*** Excerpted records
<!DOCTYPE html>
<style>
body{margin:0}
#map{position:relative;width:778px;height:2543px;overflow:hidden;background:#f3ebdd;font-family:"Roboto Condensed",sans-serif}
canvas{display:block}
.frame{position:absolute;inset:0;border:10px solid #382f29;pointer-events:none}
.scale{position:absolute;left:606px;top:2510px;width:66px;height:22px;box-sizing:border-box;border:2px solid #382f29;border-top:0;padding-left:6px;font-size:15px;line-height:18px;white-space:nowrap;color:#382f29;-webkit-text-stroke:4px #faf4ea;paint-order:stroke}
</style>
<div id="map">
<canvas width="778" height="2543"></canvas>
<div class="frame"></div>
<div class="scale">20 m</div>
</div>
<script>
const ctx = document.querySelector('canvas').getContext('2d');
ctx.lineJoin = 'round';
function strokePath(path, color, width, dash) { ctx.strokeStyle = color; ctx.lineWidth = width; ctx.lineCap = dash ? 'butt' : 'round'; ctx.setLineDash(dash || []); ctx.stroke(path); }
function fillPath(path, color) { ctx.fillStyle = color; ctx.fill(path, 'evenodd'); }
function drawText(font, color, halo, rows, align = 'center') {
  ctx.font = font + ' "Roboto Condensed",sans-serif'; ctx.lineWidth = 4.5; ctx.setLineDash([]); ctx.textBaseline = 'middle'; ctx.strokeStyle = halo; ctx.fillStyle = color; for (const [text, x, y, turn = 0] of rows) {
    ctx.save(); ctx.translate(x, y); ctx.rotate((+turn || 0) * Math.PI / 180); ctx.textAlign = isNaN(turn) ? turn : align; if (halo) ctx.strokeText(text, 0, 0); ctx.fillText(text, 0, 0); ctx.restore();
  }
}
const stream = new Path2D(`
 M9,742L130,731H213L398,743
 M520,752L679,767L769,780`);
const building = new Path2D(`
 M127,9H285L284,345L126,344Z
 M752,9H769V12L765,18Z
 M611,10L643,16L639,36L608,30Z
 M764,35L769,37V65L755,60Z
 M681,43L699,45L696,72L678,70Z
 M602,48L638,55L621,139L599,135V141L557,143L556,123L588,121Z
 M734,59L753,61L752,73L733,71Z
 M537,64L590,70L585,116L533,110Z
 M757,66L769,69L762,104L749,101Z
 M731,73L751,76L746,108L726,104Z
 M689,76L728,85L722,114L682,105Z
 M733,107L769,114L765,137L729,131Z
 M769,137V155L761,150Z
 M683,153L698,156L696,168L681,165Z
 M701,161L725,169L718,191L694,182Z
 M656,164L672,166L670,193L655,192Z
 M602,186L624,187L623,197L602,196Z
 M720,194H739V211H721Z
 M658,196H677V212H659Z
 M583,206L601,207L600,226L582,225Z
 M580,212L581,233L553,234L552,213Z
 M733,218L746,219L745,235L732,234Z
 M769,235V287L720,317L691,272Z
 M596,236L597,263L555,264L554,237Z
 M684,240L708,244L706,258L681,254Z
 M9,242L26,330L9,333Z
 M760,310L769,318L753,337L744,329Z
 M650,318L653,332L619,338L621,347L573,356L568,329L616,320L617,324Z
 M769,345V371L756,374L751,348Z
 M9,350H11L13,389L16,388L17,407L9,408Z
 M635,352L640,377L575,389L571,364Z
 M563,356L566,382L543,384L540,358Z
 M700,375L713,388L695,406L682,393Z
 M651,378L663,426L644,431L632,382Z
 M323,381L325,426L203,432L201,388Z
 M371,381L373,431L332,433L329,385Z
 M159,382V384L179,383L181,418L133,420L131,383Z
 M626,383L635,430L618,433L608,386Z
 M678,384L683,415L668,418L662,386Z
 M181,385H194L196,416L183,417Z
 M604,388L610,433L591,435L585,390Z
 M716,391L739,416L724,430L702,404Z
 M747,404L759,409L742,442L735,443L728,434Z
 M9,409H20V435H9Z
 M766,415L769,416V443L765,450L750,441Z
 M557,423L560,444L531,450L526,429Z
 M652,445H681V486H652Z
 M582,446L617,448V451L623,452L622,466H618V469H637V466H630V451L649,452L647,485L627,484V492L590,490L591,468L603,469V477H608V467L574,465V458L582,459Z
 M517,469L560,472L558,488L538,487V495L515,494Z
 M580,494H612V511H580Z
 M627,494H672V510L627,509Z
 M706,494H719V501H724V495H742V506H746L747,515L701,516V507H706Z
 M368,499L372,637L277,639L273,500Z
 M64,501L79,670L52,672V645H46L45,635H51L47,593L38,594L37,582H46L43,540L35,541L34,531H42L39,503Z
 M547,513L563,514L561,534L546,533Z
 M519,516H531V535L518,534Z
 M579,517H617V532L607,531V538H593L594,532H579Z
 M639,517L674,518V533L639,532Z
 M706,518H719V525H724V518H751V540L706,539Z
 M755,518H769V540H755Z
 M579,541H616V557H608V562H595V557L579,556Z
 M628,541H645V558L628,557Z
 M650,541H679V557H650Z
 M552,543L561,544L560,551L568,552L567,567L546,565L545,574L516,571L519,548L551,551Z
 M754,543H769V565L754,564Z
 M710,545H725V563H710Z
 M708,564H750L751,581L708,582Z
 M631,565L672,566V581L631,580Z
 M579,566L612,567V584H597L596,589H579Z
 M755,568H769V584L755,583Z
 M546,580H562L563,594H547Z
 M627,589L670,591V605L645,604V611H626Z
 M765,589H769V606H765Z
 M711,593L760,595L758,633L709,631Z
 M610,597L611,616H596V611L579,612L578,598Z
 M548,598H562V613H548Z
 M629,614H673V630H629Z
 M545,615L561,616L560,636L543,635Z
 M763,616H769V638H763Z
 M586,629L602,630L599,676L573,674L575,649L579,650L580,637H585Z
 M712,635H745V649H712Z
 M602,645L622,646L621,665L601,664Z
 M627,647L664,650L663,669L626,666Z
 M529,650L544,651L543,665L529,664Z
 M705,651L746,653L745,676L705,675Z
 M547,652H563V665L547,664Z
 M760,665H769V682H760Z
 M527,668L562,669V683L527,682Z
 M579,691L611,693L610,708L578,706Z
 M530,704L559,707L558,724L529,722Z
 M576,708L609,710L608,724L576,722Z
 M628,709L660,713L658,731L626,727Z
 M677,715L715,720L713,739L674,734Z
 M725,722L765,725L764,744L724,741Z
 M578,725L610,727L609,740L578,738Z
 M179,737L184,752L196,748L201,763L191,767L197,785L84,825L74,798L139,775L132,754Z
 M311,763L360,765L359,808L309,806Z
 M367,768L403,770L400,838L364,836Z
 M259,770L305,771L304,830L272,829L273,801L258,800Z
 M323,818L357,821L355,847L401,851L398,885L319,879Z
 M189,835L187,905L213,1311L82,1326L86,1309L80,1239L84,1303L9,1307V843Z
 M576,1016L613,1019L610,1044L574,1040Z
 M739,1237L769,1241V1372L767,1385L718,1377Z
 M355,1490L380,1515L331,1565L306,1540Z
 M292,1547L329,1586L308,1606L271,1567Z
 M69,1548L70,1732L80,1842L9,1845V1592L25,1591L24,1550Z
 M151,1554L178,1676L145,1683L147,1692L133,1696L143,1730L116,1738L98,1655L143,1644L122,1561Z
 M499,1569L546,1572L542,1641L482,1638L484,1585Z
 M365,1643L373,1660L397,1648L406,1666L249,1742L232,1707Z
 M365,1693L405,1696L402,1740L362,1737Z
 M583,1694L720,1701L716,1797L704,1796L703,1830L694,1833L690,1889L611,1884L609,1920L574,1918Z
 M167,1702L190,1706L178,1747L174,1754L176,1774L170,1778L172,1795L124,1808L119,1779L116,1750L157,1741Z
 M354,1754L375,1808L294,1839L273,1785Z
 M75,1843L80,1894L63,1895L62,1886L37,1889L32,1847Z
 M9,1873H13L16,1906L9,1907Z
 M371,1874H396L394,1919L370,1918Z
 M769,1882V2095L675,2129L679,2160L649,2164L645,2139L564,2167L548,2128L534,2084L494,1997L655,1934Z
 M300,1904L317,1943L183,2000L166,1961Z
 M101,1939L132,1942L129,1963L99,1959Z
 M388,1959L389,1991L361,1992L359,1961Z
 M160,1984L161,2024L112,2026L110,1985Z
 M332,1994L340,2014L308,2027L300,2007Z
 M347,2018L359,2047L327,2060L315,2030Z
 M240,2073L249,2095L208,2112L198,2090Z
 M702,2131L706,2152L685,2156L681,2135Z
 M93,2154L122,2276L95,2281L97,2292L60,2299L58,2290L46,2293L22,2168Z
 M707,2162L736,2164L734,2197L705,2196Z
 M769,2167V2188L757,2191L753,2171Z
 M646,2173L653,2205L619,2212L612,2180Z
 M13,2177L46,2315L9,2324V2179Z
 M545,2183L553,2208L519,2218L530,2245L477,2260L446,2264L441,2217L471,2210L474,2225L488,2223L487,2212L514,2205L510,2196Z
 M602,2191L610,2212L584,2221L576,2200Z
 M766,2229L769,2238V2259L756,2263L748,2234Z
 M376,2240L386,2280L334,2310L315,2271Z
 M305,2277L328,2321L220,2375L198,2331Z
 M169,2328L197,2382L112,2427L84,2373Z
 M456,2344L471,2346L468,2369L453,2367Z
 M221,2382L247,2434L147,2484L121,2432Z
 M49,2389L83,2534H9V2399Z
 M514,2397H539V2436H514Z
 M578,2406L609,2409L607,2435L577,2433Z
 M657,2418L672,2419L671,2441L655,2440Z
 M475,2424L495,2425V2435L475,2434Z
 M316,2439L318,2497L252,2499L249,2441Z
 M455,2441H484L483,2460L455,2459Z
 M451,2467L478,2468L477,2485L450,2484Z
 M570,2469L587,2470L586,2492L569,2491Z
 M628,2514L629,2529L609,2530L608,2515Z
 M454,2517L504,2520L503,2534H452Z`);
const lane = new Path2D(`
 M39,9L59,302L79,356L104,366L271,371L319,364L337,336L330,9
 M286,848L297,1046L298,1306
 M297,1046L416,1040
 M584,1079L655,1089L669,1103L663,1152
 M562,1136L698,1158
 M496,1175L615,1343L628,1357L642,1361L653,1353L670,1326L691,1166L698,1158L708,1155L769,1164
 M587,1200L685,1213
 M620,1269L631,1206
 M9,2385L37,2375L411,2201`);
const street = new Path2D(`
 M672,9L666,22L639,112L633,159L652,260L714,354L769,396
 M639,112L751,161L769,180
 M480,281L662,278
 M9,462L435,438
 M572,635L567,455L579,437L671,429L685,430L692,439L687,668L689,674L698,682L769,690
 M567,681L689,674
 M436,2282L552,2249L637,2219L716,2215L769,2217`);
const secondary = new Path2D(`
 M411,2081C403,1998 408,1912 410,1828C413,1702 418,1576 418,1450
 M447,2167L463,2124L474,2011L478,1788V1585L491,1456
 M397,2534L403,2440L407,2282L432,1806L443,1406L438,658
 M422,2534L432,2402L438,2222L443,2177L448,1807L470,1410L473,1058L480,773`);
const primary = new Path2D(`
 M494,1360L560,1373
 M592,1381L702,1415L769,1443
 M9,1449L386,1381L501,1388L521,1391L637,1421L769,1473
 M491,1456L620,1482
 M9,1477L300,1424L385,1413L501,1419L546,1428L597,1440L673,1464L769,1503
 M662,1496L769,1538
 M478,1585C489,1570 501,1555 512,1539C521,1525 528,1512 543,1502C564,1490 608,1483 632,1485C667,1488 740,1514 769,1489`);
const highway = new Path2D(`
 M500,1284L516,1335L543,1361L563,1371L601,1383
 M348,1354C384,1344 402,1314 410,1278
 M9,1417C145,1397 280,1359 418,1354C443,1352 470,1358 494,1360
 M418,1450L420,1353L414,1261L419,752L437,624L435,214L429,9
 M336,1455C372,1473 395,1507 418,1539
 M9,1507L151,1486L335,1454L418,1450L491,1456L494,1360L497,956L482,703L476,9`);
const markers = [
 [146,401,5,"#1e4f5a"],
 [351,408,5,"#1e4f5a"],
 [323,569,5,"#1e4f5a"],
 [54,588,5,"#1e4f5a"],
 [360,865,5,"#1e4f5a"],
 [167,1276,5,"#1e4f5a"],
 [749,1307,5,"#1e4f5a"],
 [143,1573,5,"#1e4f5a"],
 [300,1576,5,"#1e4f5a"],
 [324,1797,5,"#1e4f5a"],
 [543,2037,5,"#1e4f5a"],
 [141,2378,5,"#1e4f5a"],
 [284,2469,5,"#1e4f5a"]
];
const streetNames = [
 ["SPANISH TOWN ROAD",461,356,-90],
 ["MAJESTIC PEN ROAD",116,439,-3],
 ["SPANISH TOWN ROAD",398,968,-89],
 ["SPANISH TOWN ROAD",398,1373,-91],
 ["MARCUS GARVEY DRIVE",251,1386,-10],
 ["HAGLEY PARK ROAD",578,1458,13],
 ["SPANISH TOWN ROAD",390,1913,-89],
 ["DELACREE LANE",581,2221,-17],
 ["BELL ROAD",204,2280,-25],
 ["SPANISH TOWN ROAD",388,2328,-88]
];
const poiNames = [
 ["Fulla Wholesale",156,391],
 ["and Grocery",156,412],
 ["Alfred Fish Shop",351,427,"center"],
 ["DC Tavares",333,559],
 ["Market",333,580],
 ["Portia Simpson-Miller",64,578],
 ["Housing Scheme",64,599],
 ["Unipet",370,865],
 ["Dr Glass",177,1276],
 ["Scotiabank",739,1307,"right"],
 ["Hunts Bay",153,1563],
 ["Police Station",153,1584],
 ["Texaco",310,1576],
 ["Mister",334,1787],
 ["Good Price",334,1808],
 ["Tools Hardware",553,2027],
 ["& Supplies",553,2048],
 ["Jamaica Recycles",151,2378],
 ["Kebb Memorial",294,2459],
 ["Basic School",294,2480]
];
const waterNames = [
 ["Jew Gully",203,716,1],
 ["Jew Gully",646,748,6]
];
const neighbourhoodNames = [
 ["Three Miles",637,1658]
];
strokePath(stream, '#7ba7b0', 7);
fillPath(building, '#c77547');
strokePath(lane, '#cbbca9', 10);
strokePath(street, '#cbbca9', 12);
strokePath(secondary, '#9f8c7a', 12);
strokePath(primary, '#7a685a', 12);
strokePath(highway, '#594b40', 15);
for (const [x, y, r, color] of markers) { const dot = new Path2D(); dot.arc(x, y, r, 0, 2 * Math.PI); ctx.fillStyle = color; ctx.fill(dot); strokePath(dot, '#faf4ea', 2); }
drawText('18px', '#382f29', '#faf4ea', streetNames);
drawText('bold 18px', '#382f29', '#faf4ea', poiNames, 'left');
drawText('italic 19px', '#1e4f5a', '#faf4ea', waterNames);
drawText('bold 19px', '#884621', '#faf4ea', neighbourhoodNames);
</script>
******
- **Task prompt**: Check each line of the listing for the word "function". Report how many lines have it, and nothing more.

- **Expected answer**: 3